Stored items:

-- Opening Marker --

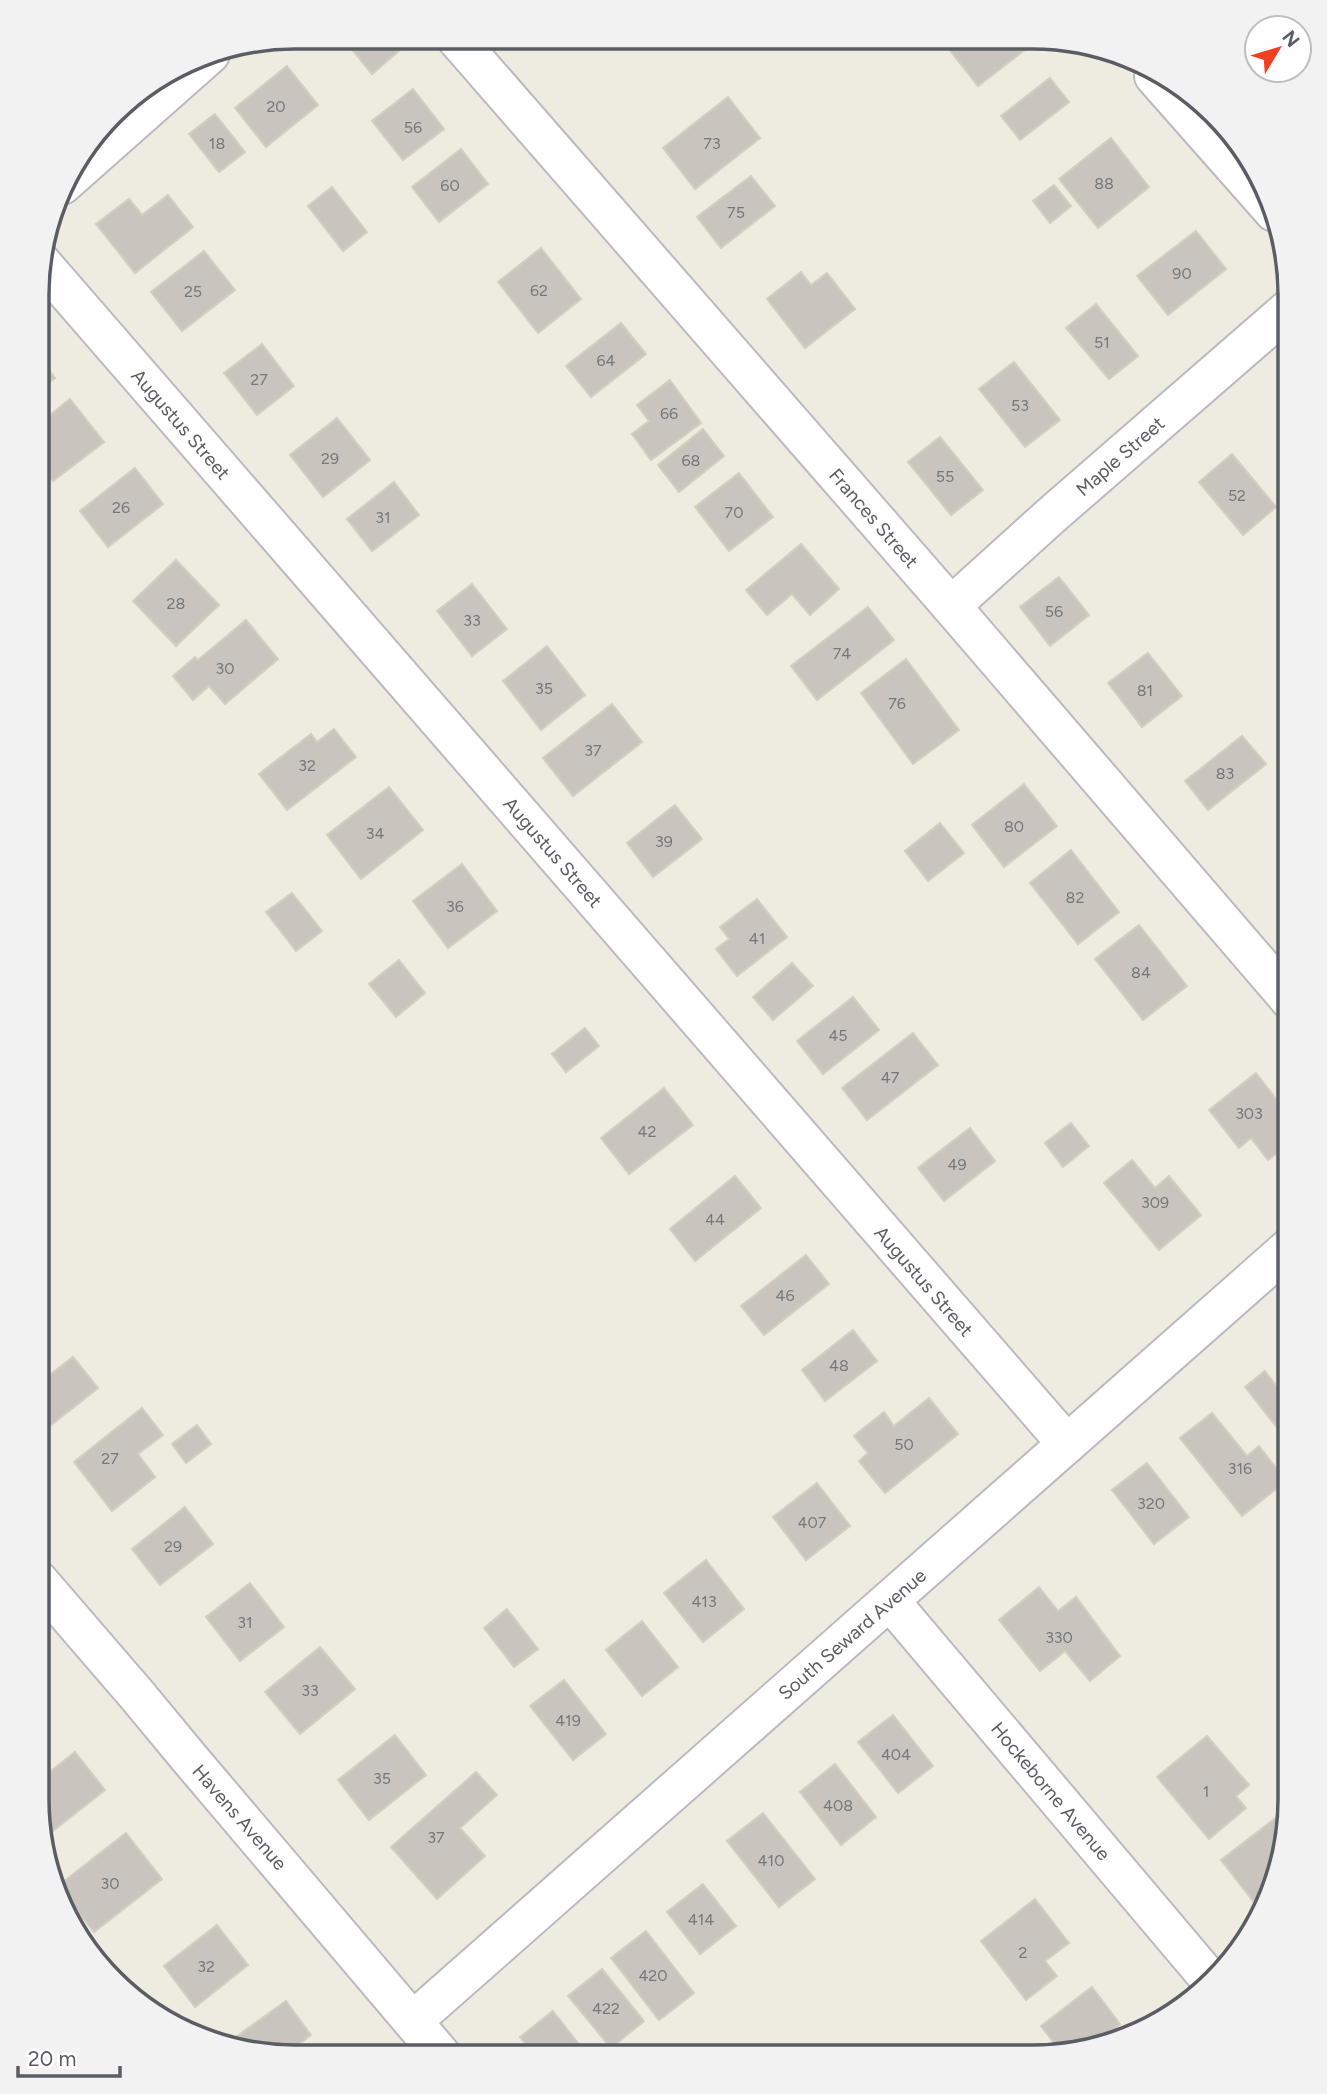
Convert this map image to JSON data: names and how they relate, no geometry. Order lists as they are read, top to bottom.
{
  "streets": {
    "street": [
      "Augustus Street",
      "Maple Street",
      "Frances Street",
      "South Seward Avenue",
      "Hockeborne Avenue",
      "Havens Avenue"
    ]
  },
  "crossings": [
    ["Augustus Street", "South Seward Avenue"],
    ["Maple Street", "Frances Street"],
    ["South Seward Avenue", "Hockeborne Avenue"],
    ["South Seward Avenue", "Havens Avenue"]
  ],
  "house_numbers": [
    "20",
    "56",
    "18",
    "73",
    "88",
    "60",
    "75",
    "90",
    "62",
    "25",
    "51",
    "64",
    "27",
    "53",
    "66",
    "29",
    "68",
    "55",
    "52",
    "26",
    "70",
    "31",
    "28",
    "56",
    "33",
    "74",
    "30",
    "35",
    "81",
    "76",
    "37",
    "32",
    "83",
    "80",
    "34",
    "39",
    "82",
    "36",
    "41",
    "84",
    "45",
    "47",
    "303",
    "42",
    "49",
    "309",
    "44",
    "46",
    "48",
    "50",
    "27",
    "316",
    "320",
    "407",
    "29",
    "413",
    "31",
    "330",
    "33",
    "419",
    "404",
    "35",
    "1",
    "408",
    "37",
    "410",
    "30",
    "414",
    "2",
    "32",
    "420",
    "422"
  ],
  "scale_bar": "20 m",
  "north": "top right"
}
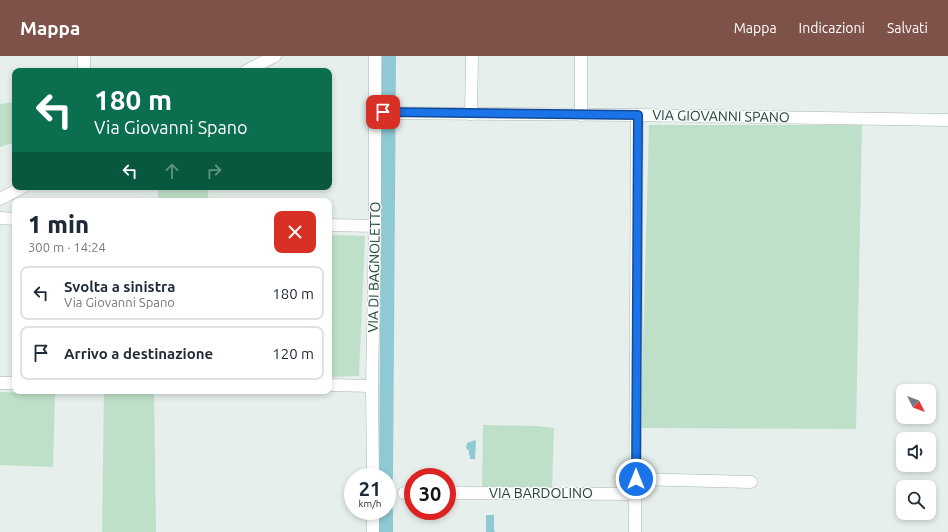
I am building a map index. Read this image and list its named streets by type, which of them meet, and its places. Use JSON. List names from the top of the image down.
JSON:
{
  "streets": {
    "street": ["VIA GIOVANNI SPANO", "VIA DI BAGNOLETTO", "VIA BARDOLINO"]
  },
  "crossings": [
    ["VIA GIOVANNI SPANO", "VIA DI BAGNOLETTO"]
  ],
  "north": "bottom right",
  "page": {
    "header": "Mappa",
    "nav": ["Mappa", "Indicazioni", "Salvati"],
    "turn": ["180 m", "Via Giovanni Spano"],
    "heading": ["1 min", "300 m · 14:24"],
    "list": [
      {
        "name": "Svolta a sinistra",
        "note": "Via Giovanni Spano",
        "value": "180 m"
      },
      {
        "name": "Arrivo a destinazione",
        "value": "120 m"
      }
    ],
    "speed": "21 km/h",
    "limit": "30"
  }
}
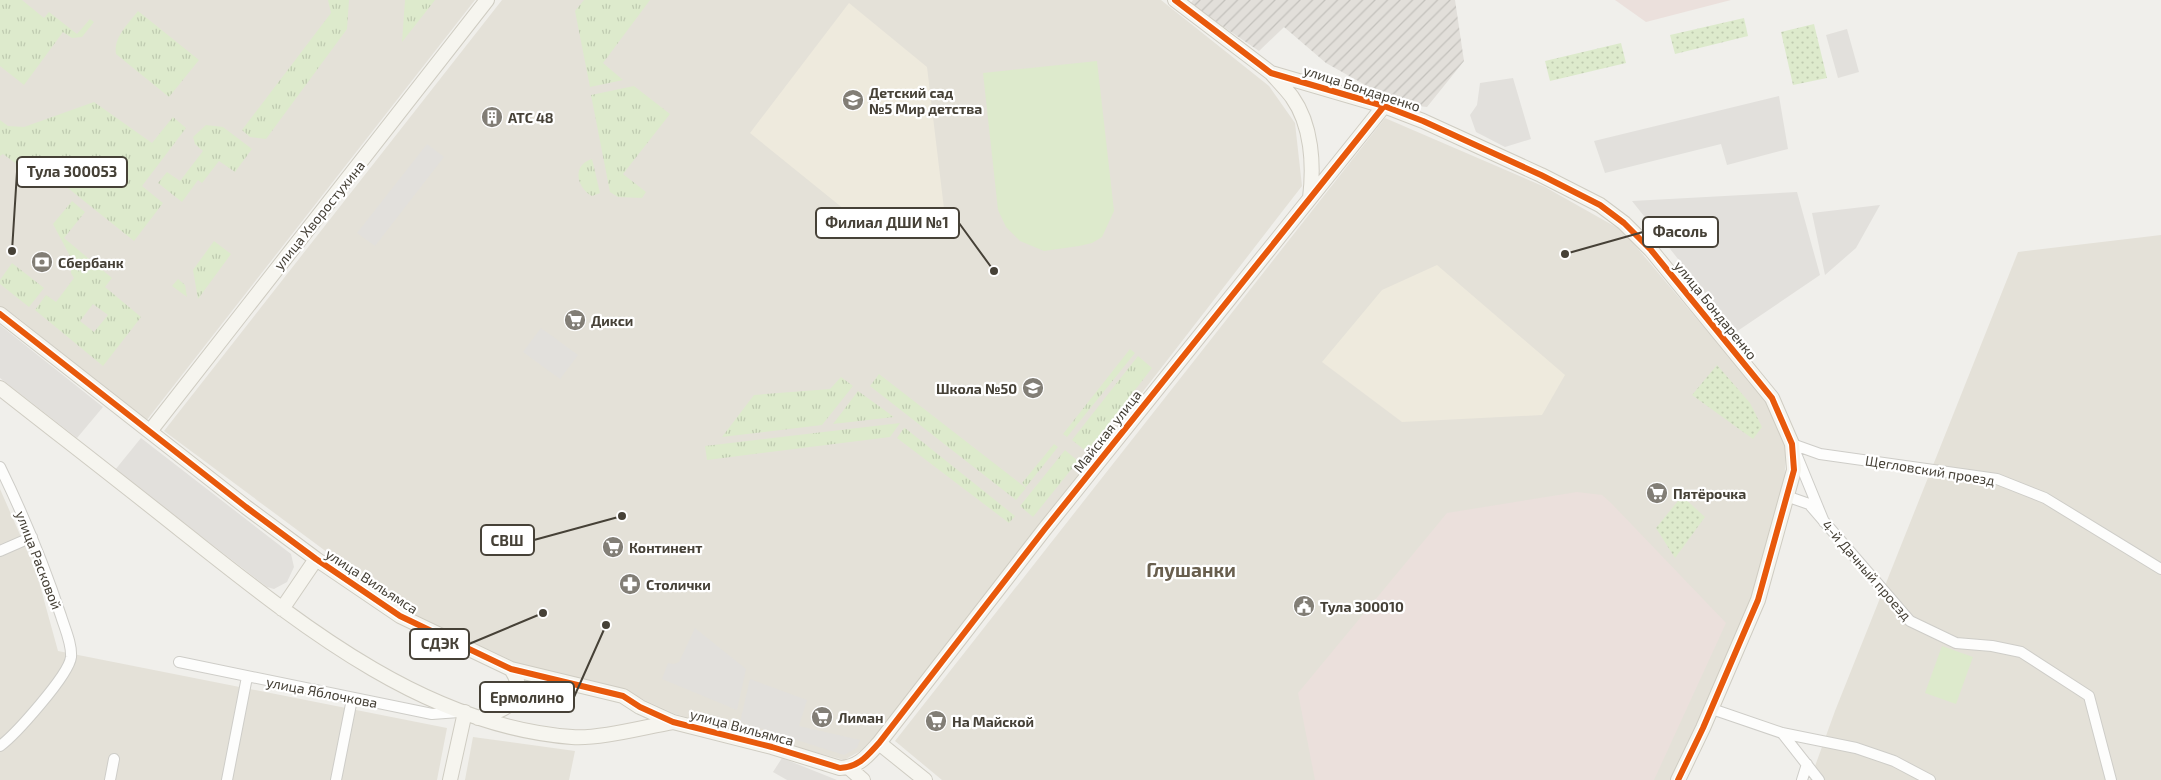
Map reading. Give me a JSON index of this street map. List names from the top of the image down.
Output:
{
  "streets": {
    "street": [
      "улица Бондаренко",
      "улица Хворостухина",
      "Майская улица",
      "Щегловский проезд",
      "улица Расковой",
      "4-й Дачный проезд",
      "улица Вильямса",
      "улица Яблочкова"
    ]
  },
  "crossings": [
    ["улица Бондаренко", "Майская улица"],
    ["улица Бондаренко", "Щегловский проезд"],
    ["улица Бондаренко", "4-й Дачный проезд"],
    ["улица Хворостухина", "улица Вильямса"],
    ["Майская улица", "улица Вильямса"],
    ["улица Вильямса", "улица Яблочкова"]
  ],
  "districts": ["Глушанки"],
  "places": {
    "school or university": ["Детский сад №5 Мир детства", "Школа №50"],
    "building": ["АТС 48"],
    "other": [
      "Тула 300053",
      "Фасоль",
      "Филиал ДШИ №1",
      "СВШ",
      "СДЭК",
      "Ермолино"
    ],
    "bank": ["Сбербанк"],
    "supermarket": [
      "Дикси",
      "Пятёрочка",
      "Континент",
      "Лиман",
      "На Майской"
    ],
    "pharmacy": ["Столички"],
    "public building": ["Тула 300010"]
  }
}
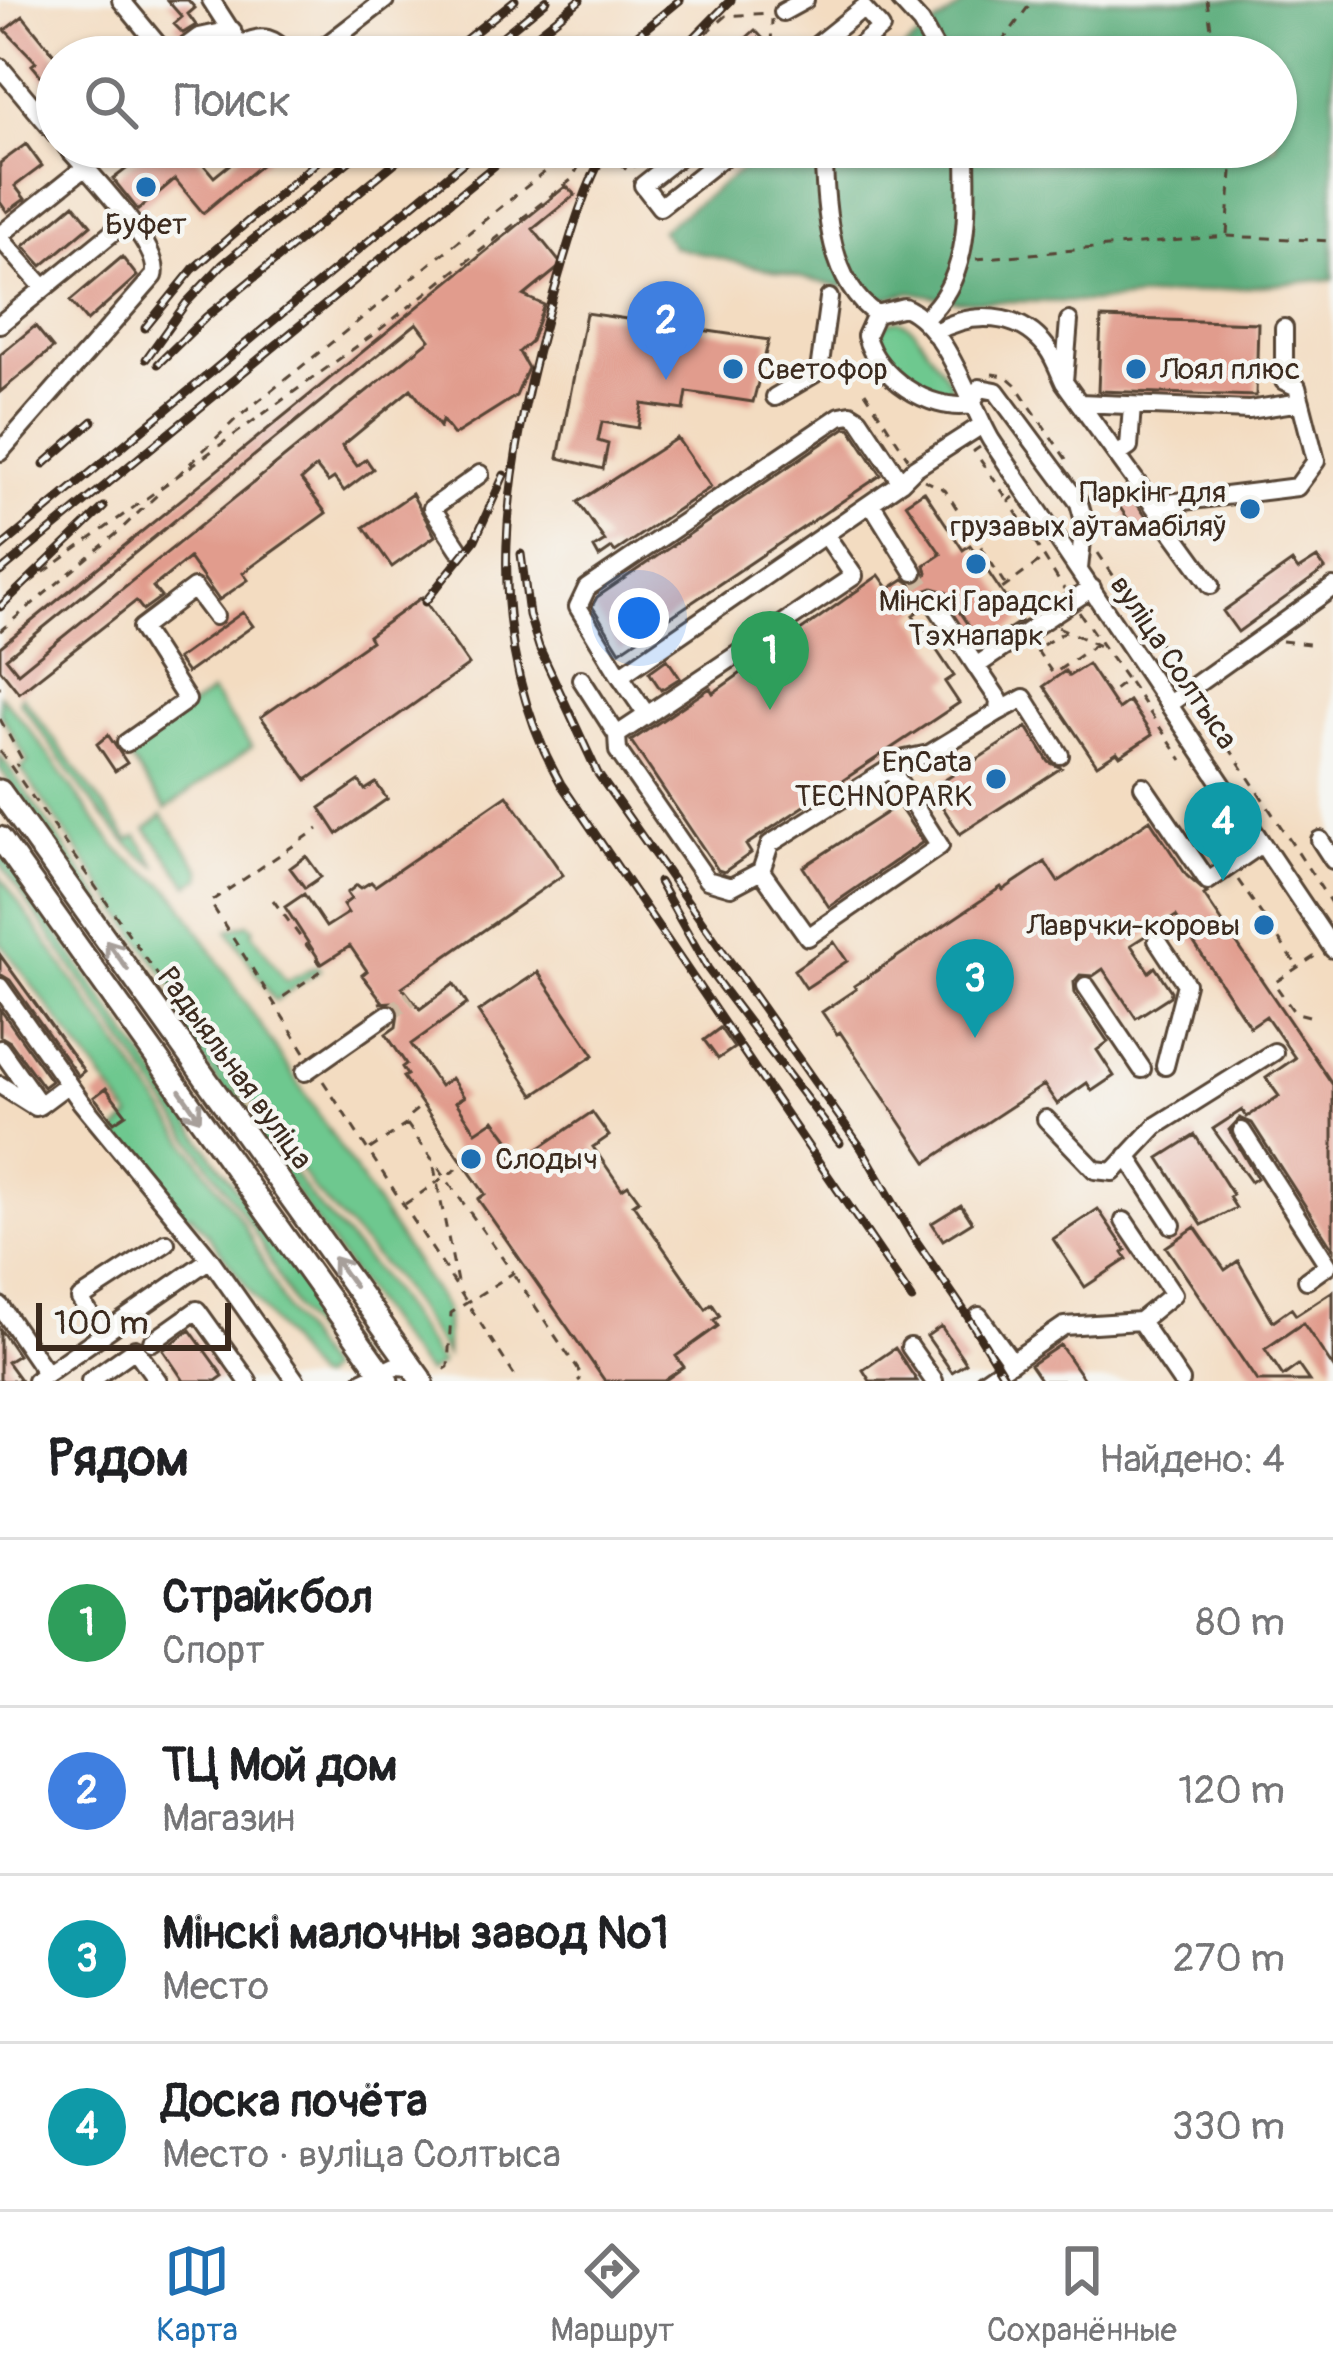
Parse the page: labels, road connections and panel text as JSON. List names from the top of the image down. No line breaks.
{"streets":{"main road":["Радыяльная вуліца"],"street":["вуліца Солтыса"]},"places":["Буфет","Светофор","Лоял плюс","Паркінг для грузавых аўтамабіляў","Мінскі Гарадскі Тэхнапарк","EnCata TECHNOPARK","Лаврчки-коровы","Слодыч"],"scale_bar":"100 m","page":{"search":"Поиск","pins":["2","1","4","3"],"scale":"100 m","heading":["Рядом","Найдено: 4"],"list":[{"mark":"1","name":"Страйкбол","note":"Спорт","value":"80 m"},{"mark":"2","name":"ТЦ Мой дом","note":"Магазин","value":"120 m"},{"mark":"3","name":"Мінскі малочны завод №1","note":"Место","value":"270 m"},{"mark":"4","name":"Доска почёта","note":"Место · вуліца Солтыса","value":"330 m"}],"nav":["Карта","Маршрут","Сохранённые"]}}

-- Closing Marker --

§ What needs to be done
Exactly and only the lines from the top of the records down to the line containing "I am building" should be transcribed, please, without the pictures.

§ Expected answer
Convert this map image to JSON data: names and how they relate, no geometry. Order lists as they are read, top to bottom.
{
  "streets": {
    "street": [
      "Augustus Street",
      "Maple Street",
      "Frances Street",
      "South Seward Avenue",
      "Hockeborne Avenue",
      "Havens Avenue"
    ]
  },
  "crossings": [
    ["Augustus Street", "South Seward Avenue"],
    ["Maple Street", "Frances Street"],
    ["South Seward Avenue", "Hockeborne Avenue"],
    ["South Seward Avenue", "Havens Avenue"]
  ],
  "house_numbers": [
    "20",
    "56",
    "18",
    "73",
    "88",
    "60",
    "75",
    "90",
    "62",
    "25",
    "51",
    "64",
    "27",
    "53",
    "66",
    "29",
    "68",
    "55",
    "52",
    "26",
    "70",
    "31",
    "28",
    "56",
    "33",
    "74",
    "30",
    "35",
    "81",
    "76",
    "37",
    "32",
    "83",
    "80",
    "34",
    "39",
    "82",
    "36",
    "41",
    "84",
    "45",
    "47",
    "303",
    "42",
    "49",
    "309",
    "44",
    "46",
    "48",
    "50",
    "27",
    "316",
    "320",
    "407",
    "29",
    "413",
    "31",
    "330",
    "33",
    "419",
    "404",
    "35",
    "1",
    "408",
    "37",
    "410",
    "30",
    "414",
    "2",
    "32",
    "420",
    "422"
  ],
  "scale_bar": "20 m",
  "north": "top right"
}
I am building a map index. Read this image and list its named streets by type, which of them meet, and its places. Use JSON. List names from the top of the image down.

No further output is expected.